(VOA) — By Jeff Seldin
Across much of Iraq and parts of Syria, the Islamic State terror group is in retreat. Yet, Iraqi and U.S. officials tell VOA they have a creeping fear that the larger war is still very much undecided.
To be clear, few worry IS will again be able to make the kind of sudden, massive land grab it did in 2013 and 2014 when, bolstered by tens of thousands of foreign fighters, it captured one Iraqi city after another.

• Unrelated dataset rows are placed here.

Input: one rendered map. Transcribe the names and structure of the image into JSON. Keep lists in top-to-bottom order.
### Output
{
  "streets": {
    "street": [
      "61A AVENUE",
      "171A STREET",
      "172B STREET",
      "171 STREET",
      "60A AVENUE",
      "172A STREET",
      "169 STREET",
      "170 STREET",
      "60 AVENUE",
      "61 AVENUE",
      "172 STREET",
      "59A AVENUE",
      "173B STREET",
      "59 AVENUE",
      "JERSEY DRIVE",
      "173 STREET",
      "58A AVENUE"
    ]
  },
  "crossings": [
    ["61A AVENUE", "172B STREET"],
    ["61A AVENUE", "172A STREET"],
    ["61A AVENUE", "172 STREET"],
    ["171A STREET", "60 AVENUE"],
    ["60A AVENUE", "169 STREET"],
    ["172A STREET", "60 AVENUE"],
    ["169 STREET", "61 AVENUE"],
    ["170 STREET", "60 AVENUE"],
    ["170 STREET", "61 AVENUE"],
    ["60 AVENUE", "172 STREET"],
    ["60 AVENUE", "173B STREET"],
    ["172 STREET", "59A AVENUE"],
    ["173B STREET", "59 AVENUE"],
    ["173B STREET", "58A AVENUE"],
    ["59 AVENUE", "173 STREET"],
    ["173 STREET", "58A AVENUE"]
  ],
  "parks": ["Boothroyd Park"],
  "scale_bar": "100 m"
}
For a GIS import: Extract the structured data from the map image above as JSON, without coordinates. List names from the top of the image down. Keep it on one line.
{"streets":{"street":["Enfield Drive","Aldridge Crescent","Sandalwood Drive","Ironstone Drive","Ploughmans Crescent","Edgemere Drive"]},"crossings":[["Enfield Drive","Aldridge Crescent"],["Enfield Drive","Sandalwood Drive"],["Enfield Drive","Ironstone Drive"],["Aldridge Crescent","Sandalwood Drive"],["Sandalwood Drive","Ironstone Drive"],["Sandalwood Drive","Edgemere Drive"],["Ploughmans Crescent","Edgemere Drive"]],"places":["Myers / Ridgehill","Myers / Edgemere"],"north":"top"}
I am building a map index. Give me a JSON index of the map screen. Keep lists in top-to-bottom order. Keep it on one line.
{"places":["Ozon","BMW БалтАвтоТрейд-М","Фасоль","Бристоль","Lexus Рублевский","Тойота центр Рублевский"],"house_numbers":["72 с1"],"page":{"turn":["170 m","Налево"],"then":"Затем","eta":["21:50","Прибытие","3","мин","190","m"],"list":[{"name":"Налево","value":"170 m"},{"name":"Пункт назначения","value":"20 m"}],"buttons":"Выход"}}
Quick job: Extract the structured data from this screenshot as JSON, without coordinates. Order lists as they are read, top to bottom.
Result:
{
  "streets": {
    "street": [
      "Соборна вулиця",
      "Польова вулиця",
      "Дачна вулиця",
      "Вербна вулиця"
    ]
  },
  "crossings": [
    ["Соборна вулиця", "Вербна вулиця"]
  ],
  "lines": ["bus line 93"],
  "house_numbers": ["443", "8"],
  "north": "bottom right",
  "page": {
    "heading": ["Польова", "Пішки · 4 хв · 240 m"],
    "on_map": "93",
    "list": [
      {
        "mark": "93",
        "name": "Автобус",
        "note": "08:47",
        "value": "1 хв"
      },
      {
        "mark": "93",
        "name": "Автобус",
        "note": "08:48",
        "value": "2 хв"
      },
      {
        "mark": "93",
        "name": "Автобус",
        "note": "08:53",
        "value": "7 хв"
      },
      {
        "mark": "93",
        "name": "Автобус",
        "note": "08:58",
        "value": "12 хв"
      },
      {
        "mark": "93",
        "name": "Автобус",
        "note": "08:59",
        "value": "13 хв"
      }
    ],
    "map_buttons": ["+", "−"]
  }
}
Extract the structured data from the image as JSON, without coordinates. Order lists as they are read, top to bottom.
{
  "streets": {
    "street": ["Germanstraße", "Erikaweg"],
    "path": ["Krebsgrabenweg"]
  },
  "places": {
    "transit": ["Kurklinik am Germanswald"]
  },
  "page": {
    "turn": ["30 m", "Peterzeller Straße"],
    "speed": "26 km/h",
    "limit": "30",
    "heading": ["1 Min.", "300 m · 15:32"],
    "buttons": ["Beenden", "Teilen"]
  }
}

Rather, they fear something more subtle: that the resilient terror group has played the long game well enough that even as its self-declared caliphate teeters on the verge of collapse, it will be a force to reckon with for some time to come.
“They have sleeper cells. They have networks,” Najmaldin Karim, the governor of Iraq’s Kirkuk province, said during a recent visit to Washington. “They exist everywhere.”
The extent to which IS has permeated Iraqi society, despite losing its grip on upward of 65 percent of the territory it once controlled, is difficult to estimate. But Iraqi and U.S. officials caution that IS has found ways to slip past even the most watchful eyes.
Perhaps the terror group’s most successful and insidious tactic is its use of teenagers, young enough to avoid suspicion but old enough to be highly effective. U.S. and Iraqi officials describe them as the first wave of brainwashed youth truly capable of serving IS’s cause.
“Those who were 14 or 15 years old when ISIS came, now they are very active,” Karim said, describing them as hardened veterans.